▶ [WHAT YOU NEED TO DO]:
I need each line of the entries below that includes the string "start".

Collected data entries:

§ §

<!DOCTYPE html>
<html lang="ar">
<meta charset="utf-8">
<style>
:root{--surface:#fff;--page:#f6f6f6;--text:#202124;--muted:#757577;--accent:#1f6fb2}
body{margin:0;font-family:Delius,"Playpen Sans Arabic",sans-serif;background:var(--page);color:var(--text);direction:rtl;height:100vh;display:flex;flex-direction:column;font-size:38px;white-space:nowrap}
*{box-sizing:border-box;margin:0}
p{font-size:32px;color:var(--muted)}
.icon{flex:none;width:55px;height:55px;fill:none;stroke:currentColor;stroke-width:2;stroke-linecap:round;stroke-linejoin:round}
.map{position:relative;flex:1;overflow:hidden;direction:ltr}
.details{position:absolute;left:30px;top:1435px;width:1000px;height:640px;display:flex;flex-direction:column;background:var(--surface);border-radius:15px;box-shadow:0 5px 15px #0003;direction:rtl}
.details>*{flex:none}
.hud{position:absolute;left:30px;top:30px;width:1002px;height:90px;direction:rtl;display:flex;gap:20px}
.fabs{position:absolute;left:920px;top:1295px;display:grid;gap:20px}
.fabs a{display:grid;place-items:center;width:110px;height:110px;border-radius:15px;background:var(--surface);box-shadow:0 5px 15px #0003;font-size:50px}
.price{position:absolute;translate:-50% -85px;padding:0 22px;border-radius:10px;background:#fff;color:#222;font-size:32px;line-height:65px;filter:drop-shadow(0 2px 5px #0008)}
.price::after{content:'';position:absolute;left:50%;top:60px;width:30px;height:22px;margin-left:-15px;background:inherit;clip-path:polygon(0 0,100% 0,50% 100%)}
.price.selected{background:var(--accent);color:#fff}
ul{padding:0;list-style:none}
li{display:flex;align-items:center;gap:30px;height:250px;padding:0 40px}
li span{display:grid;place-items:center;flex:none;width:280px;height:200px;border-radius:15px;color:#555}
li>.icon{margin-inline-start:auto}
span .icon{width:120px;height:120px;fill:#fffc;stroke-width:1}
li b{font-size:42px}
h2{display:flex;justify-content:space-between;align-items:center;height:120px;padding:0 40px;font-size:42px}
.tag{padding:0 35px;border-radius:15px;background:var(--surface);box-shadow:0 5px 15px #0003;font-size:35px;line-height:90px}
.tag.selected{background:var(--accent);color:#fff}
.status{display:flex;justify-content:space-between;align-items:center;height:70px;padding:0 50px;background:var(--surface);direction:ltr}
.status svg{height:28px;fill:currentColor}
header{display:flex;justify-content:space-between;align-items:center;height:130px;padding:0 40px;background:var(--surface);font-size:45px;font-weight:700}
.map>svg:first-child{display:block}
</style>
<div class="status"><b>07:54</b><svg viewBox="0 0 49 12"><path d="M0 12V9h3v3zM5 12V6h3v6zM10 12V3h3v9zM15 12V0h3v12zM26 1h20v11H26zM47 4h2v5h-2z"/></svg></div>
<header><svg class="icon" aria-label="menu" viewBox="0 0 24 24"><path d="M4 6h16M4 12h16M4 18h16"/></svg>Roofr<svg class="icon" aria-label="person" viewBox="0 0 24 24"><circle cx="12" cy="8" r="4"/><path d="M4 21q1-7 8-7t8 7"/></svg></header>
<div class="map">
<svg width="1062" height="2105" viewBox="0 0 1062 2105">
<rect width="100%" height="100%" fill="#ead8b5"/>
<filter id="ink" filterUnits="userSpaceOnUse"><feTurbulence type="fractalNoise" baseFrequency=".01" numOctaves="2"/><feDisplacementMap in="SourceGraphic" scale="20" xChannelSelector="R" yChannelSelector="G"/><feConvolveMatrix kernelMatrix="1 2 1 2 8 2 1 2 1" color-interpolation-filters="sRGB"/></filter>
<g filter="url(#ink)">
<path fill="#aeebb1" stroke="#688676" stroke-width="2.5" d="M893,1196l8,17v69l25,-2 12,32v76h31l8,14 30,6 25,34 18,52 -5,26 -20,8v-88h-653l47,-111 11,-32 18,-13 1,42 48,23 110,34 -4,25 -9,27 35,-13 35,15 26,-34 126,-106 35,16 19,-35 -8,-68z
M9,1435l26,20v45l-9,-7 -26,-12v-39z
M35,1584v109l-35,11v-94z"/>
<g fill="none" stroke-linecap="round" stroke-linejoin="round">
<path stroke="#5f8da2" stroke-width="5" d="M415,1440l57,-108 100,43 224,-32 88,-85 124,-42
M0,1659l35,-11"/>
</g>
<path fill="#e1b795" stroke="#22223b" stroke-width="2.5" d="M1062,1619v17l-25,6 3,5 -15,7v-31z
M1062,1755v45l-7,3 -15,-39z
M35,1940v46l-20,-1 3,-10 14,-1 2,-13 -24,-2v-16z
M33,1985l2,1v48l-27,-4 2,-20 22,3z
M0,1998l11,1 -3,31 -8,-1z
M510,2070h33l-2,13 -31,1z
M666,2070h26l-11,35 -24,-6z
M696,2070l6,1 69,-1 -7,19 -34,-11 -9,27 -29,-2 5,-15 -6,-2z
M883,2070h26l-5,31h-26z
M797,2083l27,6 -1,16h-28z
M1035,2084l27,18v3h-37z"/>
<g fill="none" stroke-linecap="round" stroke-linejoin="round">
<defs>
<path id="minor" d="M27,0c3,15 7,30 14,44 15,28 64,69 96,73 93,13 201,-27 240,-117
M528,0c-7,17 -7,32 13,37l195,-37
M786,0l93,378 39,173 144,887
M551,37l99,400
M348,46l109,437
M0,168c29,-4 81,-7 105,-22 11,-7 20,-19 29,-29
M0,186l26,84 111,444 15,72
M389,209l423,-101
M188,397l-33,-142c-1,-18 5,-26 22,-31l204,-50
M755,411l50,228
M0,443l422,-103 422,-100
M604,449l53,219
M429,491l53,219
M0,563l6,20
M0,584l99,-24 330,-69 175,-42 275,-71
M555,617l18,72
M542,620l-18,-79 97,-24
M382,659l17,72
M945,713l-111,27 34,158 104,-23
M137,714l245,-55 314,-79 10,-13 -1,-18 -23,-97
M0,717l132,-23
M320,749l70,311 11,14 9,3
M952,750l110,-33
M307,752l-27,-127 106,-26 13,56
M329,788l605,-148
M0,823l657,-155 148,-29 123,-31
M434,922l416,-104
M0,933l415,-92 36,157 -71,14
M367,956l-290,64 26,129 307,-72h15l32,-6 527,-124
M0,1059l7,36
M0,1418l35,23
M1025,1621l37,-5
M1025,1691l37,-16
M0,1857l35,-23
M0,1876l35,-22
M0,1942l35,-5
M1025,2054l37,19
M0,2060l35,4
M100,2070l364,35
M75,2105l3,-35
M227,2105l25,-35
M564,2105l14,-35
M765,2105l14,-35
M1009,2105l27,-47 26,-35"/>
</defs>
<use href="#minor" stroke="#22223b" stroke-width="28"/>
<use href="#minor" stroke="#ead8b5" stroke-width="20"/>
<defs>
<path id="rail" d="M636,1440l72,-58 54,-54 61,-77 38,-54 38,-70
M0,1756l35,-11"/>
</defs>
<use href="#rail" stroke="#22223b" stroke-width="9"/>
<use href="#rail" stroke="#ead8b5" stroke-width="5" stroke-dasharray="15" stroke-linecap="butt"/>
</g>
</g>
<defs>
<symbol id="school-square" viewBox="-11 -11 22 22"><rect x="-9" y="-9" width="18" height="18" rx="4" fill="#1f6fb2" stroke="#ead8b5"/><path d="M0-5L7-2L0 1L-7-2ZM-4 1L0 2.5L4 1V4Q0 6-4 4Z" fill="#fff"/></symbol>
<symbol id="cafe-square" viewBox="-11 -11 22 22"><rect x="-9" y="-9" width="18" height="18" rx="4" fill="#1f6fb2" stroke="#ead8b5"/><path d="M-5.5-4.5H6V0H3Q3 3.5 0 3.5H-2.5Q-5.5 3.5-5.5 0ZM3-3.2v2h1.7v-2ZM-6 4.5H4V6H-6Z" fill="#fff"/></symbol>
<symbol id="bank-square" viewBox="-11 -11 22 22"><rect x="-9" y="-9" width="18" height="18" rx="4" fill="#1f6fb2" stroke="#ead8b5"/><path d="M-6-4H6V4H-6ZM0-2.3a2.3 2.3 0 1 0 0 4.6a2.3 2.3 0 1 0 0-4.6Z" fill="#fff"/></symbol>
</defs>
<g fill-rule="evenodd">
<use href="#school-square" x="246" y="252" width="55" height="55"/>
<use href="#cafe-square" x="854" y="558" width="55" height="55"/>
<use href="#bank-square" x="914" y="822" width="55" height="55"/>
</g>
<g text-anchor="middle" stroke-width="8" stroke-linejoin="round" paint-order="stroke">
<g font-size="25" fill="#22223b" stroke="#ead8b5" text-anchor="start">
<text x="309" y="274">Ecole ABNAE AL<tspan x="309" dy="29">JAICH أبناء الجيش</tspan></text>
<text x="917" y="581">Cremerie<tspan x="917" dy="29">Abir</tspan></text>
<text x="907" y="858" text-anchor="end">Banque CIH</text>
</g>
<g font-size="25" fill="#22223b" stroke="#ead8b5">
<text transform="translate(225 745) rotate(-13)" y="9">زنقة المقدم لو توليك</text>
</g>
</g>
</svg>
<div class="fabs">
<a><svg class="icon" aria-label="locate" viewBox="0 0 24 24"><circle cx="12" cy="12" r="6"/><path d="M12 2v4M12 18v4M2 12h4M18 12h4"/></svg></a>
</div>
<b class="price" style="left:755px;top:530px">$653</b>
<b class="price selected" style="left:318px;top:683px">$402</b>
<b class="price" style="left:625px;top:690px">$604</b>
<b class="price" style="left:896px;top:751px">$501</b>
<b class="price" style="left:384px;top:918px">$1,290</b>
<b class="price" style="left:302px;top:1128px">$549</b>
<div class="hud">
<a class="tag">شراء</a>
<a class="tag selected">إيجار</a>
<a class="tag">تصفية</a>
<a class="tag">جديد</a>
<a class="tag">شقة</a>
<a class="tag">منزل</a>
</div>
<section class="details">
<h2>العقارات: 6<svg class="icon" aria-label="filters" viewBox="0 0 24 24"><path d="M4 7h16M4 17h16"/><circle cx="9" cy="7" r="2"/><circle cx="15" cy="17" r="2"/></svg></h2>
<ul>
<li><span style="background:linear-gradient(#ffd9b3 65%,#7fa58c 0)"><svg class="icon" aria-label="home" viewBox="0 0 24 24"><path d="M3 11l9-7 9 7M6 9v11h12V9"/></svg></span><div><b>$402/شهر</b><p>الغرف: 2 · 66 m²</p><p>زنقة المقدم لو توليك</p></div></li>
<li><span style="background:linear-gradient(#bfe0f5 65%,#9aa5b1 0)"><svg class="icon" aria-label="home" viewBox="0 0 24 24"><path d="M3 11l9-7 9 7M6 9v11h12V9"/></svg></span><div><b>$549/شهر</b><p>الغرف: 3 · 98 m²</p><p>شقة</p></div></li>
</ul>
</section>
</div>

§ §

▶ [OUTPUT OF THE EXERCISE]:
li>.icon{margin-inline-start:auto}
<g font-size="25" fill="#22223b" stroke="#ead8b5" text-anchor="start">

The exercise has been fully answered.